Real estate · 4 min read

Unionville home prices June 2026: $1.45M median, 18 days to sell

Unionville's market sits at a $1,450,000 median sale price with homes taking about 18 days to sell as of June 2026. Here is what the numbers say about one of York Region's most established family housing markets, and how the detached-heavy mix shapes the picture for buyers and sellers.

If you are searching for Unionville house prices in Markham, the headline figure as of June 2026 is a median sale price of roughly $1,450,000, with homes taking a median of 18 days to sell. That combination tells a specific story: this is a high-value market that still moves at a measured pace, not the frantic same-week pace seen in parts of inner Toronto.

Unionville is a historic community within Markham in York Region, north of Toronto. It is known for a preserved Main Street, top-ranked schools, and a housing stock that skews toward detached family homes on larger lots. Those structural features (lot size, school catchments, established streets) are what underpin both the price level and the steadier selling pace.

What the numbers show

The current median sale price in Unionville is approximately $1,450,000 as of June 2026. The median days on market is 18, which means half of homes that sold did so faster than that and half took longer.

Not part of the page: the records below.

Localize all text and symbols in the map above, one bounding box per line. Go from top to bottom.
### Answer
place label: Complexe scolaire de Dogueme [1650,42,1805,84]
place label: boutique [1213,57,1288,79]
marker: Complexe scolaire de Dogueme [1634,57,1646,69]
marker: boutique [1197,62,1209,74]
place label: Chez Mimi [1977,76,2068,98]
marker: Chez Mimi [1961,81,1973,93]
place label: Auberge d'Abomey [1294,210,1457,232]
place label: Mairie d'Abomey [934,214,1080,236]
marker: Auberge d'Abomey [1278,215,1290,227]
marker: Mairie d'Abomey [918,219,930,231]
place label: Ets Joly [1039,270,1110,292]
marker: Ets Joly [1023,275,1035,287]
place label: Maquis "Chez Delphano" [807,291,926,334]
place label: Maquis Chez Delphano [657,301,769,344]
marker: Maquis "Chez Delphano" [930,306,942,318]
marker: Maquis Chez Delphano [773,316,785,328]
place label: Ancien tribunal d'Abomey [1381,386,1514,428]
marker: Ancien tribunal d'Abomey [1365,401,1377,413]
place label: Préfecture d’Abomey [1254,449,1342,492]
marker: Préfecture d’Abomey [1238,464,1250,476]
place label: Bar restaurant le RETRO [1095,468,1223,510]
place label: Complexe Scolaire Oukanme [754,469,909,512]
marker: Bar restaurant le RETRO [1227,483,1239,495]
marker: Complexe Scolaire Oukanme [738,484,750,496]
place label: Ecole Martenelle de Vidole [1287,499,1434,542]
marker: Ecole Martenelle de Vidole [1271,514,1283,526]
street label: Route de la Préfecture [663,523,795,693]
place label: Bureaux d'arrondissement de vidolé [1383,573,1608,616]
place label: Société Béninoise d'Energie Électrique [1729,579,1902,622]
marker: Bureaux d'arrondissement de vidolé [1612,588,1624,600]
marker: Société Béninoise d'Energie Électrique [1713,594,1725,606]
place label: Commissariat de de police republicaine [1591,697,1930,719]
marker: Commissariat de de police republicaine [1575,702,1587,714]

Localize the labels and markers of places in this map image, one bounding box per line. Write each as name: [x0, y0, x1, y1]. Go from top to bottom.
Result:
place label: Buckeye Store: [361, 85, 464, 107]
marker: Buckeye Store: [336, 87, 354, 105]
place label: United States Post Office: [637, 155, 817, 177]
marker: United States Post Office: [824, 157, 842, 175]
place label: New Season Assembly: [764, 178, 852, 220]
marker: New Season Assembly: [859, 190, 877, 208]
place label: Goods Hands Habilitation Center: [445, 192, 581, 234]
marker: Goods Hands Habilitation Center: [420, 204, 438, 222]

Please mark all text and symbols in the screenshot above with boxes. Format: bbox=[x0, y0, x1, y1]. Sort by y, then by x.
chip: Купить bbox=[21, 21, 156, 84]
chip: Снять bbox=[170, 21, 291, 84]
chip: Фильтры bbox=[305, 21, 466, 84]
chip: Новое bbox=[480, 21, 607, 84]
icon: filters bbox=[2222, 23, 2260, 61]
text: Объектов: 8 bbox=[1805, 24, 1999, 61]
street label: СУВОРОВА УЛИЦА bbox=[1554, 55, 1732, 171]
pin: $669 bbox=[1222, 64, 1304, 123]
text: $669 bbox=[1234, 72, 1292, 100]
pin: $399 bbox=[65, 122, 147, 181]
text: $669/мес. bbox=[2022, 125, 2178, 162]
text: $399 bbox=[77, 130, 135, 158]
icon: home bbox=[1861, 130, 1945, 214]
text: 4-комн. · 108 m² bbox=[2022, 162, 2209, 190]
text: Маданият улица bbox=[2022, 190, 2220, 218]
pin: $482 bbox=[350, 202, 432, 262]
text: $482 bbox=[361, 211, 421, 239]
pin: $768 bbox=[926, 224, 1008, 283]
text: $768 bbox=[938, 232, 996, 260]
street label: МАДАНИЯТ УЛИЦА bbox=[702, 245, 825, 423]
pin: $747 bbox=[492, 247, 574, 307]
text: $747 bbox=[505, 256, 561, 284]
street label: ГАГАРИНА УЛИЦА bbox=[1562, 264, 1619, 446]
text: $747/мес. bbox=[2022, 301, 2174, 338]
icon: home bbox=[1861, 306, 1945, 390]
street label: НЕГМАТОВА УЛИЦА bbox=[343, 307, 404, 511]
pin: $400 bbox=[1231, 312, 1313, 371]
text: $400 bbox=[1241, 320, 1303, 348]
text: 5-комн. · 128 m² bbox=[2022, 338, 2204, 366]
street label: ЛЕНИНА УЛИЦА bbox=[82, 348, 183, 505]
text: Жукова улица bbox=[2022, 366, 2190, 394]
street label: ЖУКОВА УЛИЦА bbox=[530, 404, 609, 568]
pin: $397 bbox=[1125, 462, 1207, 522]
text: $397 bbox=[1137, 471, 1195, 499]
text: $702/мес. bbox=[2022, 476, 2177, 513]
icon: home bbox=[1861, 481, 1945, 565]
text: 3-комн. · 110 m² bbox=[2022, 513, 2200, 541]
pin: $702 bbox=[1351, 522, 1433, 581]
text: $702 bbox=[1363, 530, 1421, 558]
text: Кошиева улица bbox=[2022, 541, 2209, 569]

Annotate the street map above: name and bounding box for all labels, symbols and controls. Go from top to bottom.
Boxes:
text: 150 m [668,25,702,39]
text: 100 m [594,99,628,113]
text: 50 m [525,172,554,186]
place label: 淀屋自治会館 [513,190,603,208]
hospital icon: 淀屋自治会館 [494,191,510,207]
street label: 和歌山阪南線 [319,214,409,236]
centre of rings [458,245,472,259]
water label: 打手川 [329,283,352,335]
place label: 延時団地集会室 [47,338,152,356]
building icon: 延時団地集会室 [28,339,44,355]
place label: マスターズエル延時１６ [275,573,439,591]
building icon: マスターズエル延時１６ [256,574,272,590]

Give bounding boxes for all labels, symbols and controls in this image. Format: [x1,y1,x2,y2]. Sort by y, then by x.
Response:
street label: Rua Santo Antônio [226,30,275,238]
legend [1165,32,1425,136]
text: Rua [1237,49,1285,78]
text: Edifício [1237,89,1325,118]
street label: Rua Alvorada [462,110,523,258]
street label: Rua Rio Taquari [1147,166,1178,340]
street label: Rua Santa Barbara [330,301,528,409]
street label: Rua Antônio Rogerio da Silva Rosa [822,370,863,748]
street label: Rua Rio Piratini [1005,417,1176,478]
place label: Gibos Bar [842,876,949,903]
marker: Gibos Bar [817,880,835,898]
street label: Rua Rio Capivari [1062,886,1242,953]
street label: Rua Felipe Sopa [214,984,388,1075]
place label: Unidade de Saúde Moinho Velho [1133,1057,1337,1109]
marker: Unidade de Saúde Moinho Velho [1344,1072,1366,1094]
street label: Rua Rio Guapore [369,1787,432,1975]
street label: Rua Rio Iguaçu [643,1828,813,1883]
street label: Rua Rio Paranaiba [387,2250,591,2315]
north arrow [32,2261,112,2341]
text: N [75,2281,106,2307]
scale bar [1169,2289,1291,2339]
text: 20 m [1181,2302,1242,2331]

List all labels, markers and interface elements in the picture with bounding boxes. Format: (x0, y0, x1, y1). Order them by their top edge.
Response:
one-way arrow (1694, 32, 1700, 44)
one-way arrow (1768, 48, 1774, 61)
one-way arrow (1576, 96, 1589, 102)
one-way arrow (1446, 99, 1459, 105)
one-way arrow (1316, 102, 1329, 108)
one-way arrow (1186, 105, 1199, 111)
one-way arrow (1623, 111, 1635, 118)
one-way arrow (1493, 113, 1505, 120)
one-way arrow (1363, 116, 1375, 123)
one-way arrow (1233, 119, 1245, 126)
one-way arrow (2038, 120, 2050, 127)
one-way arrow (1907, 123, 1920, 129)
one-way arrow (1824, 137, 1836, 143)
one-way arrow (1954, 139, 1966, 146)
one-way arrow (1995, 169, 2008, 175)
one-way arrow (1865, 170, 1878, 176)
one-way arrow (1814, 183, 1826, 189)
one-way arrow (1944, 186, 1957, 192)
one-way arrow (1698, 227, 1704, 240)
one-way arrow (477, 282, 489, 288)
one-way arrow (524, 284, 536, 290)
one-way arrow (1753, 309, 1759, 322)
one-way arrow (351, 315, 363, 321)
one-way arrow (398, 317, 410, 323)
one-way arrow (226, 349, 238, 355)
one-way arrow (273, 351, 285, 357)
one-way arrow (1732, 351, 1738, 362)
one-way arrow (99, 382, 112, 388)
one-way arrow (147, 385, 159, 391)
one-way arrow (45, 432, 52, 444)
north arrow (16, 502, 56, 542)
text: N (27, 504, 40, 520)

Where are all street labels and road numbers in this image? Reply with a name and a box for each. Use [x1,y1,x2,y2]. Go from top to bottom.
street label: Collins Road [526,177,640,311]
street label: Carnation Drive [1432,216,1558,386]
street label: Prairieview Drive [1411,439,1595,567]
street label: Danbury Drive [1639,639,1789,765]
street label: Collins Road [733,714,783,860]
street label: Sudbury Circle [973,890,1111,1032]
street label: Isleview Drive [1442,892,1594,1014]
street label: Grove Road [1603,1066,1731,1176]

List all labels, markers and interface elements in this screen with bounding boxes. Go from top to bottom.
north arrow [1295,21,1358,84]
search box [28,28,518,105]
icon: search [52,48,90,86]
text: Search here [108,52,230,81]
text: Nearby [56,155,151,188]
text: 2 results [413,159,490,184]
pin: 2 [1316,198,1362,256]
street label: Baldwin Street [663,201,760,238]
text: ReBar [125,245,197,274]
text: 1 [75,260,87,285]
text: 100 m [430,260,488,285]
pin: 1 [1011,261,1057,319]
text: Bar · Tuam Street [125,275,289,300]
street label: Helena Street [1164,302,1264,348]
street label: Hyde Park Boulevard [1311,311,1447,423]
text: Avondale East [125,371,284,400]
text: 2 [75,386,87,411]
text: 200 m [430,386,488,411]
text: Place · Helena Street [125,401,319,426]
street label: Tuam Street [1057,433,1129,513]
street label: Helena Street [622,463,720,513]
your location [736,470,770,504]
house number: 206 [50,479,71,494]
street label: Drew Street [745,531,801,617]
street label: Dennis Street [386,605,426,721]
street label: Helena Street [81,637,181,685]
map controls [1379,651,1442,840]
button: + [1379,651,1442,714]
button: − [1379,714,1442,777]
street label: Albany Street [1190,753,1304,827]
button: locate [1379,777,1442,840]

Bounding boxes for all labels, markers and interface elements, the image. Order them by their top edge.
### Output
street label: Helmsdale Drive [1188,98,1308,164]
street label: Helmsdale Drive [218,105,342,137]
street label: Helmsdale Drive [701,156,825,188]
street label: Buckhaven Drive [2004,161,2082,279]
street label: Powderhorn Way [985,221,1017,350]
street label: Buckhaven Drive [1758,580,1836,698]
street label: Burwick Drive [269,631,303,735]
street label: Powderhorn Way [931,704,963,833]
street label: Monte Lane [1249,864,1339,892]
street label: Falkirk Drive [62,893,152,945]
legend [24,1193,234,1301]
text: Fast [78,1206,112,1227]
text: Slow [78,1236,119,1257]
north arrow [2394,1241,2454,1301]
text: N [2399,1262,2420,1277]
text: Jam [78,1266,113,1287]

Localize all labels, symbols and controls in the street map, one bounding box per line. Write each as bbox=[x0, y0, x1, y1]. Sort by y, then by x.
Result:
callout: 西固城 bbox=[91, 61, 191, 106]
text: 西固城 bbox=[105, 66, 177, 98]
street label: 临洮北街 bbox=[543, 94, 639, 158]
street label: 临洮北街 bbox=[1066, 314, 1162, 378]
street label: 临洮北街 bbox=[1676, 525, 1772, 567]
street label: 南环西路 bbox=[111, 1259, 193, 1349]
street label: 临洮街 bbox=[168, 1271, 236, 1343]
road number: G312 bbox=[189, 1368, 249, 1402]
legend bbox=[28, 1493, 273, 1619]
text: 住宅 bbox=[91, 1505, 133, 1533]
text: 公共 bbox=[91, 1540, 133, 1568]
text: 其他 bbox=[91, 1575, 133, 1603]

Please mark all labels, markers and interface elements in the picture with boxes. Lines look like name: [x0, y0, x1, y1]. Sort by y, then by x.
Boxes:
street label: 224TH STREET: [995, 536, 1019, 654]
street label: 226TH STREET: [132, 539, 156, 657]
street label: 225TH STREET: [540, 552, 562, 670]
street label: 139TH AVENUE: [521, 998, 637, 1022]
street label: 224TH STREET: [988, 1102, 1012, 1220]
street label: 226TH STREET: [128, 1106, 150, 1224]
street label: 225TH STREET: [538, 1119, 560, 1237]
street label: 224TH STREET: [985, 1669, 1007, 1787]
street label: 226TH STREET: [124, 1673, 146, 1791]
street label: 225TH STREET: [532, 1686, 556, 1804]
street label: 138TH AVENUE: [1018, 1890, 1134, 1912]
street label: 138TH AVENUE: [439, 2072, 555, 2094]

  • Median sale price: $1,450,000 (June 2026)
  • Median days on market: 18 days
  • Selling above asking: mixed, varies by segment
  • Housing mix: skews toward detached family homes on larger lots

The 18-day figure matters because it sits between two extremes. A market where homes sell in a handful of days usually signals scarce supply and aggressive bidding. A market where homes linger for months signals weak demand. Eighteen days points to a balanced market: serious demand, but enough inventory and high enough price points that buyers can take time to view, compare, and arrange financing before committing.

How the area compares

Unlike inner-city Toronto, where listings can sell within days, Unionville listings typically take a few weeks to sell rather than days. That is a direct reflection of the price tier. At a $1,450,000 median, the buyer pool is smaller and more deliberate than at entry-level price points, so the same level of underlying demand translates into a longer marketing period rather than a faster one.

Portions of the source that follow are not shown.